Xiong Qianwei, Lin Houwei, Hua Xiaolin, Liu Li, Sun Ping, Zhao Zhen, Shen Xiaowei, Cui Daxiang, Xu Maosheng, Chen Fang, Geng Hongquan
1 Department of Pediatric Urology, Xinhua Hospital, Shanghai Jiao Tong University School of Medicine , Shanghai, People's Republic of China .
Tissue Eng Part A. 2015 Jan;21(1-2):45-52. doi: 10.1089/ten.TEA.2013.0671. Epub 2014 Jul 25.
Macroscopic evidence of contracture has been identified as a major issue during the regeneration process. We hypothesize that lack of angiogenesis is the primary cause of contracture and explore a nanomedicine approach to achieve sustained release of vascular endothelial growth factor (VEGF) to stimulate angiogenesis. We evaluate the efficacy of poly(lactic-co-glycolic acid) (PLGA) nanoparticles (NPs) for long-term (3 months) sustained release of VEGF in bladder acellular matrix allografts (BAMA) in a swine model. We anticipate that the sustained release of VEGF could stimulate angiogenesis along the regeneration process and thereby inhibit contracture. Bladder was replaced with BAMA (5×5 cm), modified with PLGA NPs encapsulated with VEGF in a pig model. The time points chosen for sampling were 1, 2, 4, and 12 weeks. The regenerated areas were then measured to obtain the contracture rate, and the extent of revascularization was calculated using histological and morphological features. In the control group of animals, the bladder was replaced with only BAMA. The in vivo release of VEGF was evident for ∼3 months, achieving the goal of long-acting sustained release, and successfully promoted the regeneration of blood vessels and smooth muscle fibers. In addition, less collagen deposition was observed in the experimental group compared with control. Most importantly, the inhibition of contracture was highly significant, and the ultimate contracture rate decreased by ∼57% in the experimental group compared with control. In isolated strips analysis, there were no significant differences between BAMA-regenerated (either VEGF added or not) and autogenous bladder. BAMA modified with VEGF-loaded PLGA-NPs can sustainably release VEGF in vivo (>3 months) to stimulate angiogenesis leading to the inhibition of contracture. This is the first study to report a viable nanomedicine-based strategy to overcome contracture during bladder regeneration induced by BAMA. Furthermore, this study also confirms that insufficient angiogenesis plays a crucial role in the onset of contracture.

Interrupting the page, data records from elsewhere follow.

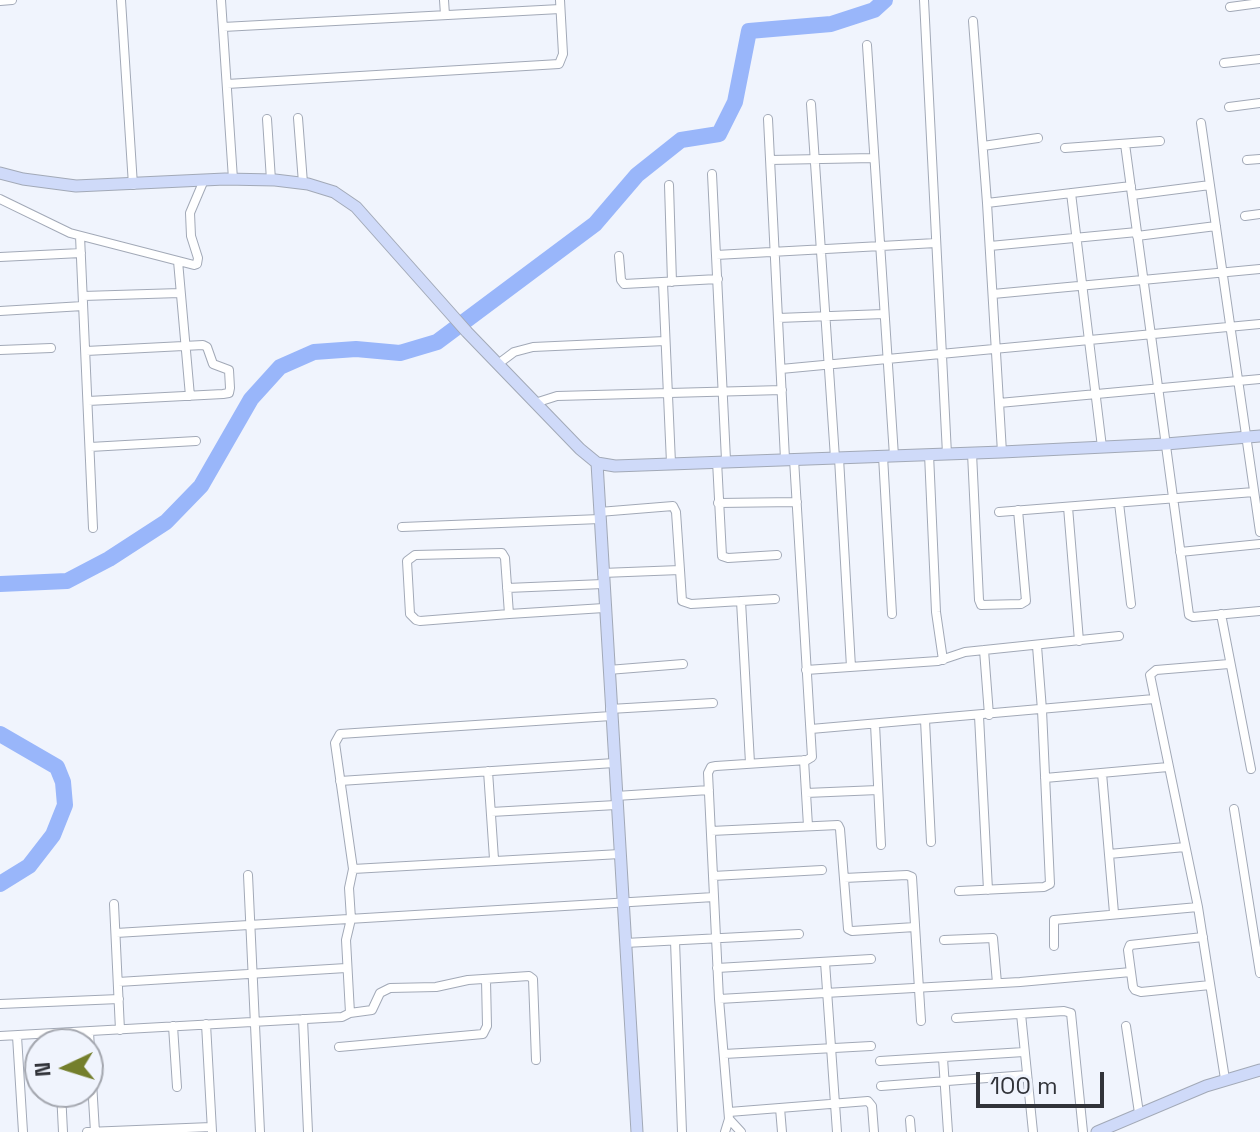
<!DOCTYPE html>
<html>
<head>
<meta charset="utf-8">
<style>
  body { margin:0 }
  #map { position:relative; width:1260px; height:1132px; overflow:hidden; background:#f0f4fd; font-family:"Space Grotesk",sans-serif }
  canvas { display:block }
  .north { position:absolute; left:24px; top:1028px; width:80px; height:80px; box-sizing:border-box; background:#f0f4fd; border:2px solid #a4a7af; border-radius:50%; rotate:266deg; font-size:22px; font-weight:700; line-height:32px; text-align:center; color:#313339 }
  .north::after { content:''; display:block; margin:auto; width:28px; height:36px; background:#747f2c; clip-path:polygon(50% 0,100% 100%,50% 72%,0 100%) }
  .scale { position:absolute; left:976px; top:1072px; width:128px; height:36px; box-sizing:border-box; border:4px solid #313339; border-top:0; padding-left:10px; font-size:24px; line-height:28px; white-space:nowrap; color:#313339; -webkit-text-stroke:6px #f0f4fd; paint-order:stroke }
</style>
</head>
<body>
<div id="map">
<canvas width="1260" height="1132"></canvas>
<div class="north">N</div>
<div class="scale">100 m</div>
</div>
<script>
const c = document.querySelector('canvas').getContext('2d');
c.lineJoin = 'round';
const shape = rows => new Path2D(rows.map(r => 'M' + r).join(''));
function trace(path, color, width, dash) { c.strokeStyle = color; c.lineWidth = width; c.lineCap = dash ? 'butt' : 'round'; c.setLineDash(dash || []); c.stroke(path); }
trace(shape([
  [0,584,67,581,109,559,166,522,201,486,251,399,280,367,314,352,356,349,400,353,437,342,595,224,637,175,681,140,719,134,735,102,749,31,831,24,874,10,885,0],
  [0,734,57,767,63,782,65,805,53,835,29,866,0,884]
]), '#99b6fa', 16);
const street = shape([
  [121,0,133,185],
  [221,0,233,179],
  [444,0,445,15],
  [924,0,947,454],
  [0,1,12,0],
  [1230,7,1260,3],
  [973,21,987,203,1002,452],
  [223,27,560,9],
  [867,45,894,456],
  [1224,63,1260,59],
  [227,84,559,64,563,54,560,0],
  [811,104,835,458],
  [1229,107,1260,103],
  [298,118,303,183],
  [267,119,271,180],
  [768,119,785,459],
  [1201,123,1260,532],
  [1125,144,1189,615,1193,617,1260,611],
  [983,146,1038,138],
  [1065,148,1160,141],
  [770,160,874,158],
  [1247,160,1260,159],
  [712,174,726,460],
  [669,185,672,282],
  [1071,193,1102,447],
  [1132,195,1210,185],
  [0,199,70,233,194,265,197,264,198,258,191,236,190,213,204,180],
  [987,203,1131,186],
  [1245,216,1260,214],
  [80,236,93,528],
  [1137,236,1216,226],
  [990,246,1137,232],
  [716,255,936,243],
  [619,256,621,280,624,284,718,279],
  [0,257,81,253],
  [178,261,190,396],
  [663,283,671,463],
  [993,294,1260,269],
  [83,296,180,293],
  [0,311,83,306],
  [778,318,884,314],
  [0,350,51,348],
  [86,351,203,345,207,347,213,364,229,370,230,388,229,393,223,394,88,401],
  [498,364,514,352,533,347,665,341],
  [781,369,1260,324],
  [535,403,557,396,782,390],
  [999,403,1260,379],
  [90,447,196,441],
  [972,453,979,600,981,605,1021,604,1026,601,1018,510],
  [929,454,936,612,943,660],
  [883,456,892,614],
  [839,458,851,667],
  [717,461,722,556,728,558,777,555],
  [718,503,797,502],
  [1119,503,1131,604],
  [1068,507,1079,641],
  [599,512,673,506,676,512,680,570],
  [999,512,1254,492],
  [402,527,600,519],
  [1180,552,1260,544],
  [602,573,680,570,682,601,691,604,775,599],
  [507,588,603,584],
  [741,601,750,763],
  [509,614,505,558,502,553,415,555,407,561,410,614,416,620,420,621,509,614,604,608],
  [1221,614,1251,769],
  [984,650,989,715],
  [608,670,683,664],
  [806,670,938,661,965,652,1119,636],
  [610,709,713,703],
  [979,716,988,890],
  [925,720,931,842],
  [875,724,881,845],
  [811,729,1154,699],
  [804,760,808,826],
  [488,771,494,859],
  [1102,773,1114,913],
  [1045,778,1168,767],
  [340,781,614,763],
  [806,793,878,790],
  [616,796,709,790],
  [1234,809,1260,973],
  [491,812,616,805],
  [711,831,838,825,840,829,848,929,852,931,915,927],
  [1109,854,1185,847],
  [353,869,620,854],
  [248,875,260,1132],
  [713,876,822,870],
  [844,878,907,875,912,877,921,1021],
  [959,891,1044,887,1050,884,1042,710,1037,646],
  [114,904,120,1030],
  [116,933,714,897],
  [1203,937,1130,945,1128,950,1133,987,1135,990,1141,992,1210,985],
  [944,940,993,938,997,983],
  [675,941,682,1132],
  [625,943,799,934],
  [1054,946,1054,920,1198,907],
  [825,962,837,1132],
  [717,968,871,959],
  [118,982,346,968],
  [719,999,1020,982,1131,972],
  [0,1004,119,999],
  [350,1013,346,940,351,919,349,888,353,869,335,743,340,734,611,716],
  [1021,1014,1033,1132],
  [956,1018,1064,1011,1071,1013,1083,1132],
  [303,1019,308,1132],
  [206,1024,212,1131],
  [173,1026,177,1087],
  [1126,1026,1139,1113],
  [89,1032,95,1132],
  [0,1036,342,1017,350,1013,372,1010,380,993,390,988,436,987,468,980,529,976,533,979,536,1060],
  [17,1036,23,1132],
  [339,1047,483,1034,487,1026,486,980],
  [724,1054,871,1046],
  [943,1058,948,1132],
  [880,1061,1024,1052],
  [1225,1079,1198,907,1150,675,1156,670,1229,664],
  [881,1086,1027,1075],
  [61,1092,63,1132],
  [780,1108,782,1132],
  [729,1112,868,1101,872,1106,874,1132],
  [729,1119,741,1132],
  [910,1120,911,1132],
  [87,1132,211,1127],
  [725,1132,729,1119,719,999,708,773,711,767,716,766,807,760,812,757,794,459]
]);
const secondary = shape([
  [0,173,23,179,76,186,225,179,275,180,308,184,334,192,356,207,467,332,580,449,597,463,615,466,1002,452,1166,444,1260,436],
  [597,463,637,1132],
  [1097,1132,1206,1086,1260,1070]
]);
trace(street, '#a2a9b7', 10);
trace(secondary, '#a2a9b7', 13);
trace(street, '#fff', 8);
trace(secondary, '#cfdaf9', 11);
</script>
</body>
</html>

挛缩的宏观证据已被确定为再生过程中的一个主要问题。我们假设血管生成不足是挛缩的主要原因,并探索一种纳米药物方法来实现血管内皮生长因子(VEGF)的持续释放以刺激血管生成。我们评估聚乳酸 - 乙醇酸共聚物(PLGA)纳米颗粒(NPs)在猪模型的膀胱脱细胞基质同种异体移植物(BAMA)中对VEGF进行长期(3个月)持续释放的效果。我们预计VEGF的持续释放可以在再生过程中刺激血管生成,从而抑制挛缩。在猪模型中,用包裹有VEGF的PLGA NPs修饰的BAMA(5×5 cm)替换膀胱。选择用于取样的时间点为1、2、4和12周。然后测量再生区域以获得挛缩率,并使用组织学和形态学特征计算血管再生的程度。在动物对照组中,仅用BAMA替换膀胱。VEGF在体内的释放明显持续约3个月,达到了长效持续释放的目标,并成功促进了血管和平滑肌纤维的再生。此外,与对照组相比,实验组中观察到的胶原蛋白沉积较少。最重要的是,挛缩的抑制非常显著,与对照组相比,实验组的最终挛缩率降低了约57%。在离体条带分析中,BAMA再生的(添加或未添加VEGF)与自体膀胱之间没有显著差异。用负载VEGF的PLGA - NPs修饰的BAMA可以在体内持续释放VEGF(> 3个月)以刺激血管生成,从而抑制挛缩。这是第一项报道可行的基于纳米药物的策略来克服BAMA诱导的膀胱再生过程中挛缩的研究。此外,本研究还证实血管生成不足在挛缩的发生中起关键作用。